- **Exercise prompt**: Among the entries below, how many lines contain the string "from"? Reply with that number alone.

- **Information shown**:

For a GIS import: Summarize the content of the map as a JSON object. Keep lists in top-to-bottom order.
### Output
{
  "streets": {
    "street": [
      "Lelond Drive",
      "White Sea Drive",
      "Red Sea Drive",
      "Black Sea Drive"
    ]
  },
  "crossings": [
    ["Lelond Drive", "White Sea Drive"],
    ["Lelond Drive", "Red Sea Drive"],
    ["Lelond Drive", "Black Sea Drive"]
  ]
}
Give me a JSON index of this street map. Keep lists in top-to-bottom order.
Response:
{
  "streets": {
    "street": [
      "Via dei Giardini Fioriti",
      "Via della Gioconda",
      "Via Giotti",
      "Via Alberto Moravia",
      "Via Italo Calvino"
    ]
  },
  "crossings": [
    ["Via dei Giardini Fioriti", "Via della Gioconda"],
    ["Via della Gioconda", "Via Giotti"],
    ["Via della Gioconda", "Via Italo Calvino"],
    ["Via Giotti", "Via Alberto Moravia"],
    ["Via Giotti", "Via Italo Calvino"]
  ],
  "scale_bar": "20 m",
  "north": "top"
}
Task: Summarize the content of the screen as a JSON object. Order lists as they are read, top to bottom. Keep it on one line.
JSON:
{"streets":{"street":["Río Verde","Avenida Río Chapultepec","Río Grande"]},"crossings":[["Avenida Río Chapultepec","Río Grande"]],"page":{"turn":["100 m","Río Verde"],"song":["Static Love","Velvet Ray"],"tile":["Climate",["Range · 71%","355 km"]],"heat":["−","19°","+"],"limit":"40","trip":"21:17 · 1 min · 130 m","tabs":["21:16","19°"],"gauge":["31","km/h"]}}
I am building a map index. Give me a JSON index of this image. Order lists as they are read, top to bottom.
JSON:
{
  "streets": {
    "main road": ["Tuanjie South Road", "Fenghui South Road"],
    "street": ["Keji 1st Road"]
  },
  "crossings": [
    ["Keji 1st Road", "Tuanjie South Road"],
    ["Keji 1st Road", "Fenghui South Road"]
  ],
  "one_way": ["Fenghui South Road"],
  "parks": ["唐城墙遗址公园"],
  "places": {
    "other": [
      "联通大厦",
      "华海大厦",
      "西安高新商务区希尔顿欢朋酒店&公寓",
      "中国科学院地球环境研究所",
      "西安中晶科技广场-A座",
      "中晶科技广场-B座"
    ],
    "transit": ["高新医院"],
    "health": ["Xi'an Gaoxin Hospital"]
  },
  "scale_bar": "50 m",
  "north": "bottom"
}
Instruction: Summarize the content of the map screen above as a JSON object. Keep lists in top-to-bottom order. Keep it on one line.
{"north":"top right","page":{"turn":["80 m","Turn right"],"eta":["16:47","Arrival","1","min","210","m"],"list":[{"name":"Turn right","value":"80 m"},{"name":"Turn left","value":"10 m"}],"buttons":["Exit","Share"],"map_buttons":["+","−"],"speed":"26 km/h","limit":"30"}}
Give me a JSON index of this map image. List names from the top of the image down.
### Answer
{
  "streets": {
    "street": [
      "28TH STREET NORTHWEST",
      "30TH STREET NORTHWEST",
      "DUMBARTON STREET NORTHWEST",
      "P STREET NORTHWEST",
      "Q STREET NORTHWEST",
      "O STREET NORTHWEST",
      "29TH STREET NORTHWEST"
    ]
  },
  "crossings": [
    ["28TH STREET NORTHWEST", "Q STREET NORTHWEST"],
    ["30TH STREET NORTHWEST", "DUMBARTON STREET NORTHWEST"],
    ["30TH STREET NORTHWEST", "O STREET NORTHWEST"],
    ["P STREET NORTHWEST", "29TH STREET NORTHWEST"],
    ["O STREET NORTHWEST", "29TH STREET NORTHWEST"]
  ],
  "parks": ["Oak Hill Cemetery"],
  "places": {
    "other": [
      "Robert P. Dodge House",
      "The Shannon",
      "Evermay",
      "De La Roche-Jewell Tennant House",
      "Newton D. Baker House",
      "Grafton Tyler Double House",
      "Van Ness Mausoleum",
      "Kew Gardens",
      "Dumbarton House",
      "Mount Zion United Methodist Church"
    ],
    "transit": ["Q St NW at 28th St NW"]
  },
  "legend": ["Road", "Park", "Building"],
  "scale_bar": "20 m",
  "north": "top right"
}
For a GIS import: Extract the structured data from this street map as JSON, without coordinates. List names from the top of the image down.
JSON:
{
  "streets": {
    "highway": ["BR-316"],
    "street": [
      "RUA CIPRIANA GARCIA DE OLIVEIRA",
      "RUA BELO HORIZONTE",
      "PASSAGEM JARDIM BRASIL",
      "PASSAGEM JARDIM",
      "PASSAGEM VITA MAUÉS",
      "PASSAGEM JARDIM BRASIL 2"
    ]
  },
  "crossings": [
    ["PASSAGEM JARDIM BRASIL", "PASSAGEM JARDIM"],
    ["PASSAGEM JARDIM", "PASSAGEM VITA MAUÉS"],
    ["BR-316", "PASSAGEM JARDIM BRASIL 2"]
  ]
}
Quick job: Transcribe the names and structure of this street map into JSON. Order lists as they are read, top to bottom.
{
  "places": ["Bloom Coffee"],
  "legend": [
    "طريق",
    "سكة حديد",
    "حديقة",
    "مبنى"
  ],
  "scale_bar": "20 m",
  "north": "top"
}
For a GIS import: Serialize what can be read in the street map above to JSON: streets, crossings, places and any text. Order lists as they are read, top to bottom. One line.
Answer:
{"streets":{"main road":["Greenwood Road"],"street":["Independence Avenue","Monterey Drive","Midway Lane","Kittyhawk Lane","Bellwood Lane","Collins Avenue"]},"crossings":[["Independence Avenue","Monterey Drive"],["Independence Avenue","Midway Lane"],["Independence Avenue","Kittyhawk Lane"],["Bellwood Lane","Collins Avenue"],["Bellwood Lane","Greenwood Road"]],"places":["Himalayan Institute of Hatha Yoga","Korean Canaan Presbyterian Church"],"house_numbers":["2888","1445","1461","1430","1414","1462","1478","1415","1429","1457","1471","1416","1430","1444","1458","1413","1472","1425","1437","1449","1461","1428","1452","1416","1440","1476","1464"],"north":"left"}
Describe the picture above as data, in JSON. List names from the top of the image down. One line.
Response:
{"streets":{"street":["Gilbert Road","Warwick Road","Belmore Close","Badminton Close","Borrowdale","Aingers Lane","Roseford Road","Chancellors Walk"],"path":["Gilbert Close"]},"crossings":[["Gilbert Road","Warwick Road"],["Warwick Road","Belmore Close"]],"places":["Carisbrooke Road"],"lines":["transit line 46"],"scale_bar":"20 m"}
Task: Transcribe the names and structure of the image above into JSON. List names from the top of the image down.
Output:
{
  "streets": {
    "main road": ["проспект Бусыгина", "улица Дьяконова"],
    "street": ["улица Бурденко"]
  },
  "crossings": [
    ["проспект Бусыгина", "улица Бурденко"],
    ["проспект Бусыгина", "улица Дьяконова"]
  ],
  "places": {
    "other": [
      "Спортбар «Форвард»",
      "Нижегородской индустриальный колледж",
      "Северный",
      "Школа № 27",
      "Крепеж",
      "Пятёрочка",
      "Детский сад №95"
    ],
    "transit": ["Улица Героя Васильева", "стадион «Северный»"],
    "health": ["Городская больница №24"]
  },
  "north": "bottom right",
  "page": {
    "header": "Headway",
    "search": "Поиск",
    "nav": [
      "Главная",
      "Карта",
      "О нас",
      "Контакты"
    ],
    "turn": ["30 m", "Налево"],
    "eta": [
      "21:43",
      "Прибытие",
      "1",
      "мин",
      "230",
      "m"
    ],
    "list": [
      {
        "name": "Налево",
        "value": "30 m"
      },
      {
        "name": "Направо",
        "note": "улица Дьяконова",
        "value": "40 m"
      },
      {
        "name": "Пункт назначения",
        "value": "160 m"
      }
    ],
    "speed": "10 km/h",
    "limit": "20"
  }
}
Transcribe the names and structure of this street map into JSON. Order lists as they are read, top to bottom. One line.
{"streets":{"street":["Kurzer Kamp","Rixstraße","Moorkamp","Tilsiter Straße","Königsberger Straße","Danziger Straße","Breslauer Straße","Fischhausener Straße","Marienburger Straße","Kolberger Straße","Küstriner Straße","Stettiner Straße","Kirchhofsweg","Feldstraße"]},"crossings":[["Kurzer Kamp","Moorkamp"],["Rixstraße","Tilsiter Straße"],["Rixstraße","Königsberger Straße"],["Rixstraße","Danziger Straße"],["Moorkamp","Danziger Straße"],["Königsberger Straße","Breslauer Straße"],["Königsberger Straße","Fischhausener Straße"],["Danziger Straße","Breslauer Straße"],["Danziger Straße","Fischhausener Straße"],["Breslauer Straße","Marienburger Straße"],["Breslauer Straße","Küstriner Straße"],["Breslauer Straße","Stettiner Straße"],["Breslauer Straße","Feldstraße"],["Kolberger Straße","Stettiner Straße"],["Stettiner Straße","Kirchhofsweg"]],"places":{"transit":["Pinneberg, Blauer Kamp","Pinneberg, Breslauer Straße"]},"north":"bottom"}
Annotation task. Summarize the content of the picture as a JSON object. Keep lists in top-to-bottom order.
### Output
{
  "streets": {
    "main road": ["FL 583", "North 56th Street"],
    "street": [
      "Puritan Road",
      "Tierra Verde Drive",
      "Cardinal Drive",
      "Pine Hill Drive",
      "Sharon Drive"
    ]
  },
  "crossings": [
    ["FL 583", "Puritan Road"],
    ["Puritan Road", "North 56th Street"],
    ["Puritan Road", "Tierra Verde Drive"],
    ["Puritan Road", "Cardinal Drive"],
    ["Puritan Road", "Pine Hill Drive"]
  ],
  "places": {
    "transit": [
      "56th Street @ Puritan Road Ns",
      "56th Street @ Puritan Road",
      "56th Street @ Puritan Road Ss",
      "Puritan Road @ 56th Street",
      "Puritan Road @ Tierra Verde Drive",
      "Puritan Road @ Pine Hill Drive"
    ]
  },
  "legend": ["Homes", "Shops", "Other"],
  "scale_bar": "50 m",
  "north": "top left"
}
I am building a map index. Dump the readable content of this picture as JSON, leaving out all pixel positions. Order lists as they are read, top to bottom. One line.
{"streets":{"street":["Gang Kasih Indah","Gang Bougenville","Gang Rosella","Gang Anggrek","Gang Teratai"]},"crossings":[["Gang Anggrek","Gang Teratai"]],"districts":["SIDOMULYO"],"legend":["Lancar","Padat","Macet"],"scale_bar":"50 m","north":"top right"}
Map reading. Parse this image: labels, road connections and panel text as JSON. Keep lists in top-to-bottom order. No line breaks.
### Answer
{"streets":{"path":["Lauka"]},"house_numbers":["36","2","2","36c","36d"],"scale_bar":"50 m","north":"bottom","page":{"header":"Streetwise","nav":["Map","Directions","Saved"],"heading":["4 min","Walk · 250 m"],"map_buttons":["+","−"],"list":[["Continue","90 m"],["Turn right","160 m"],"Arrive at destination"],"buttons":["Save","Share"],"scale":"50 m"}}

- **Worked solution**: 4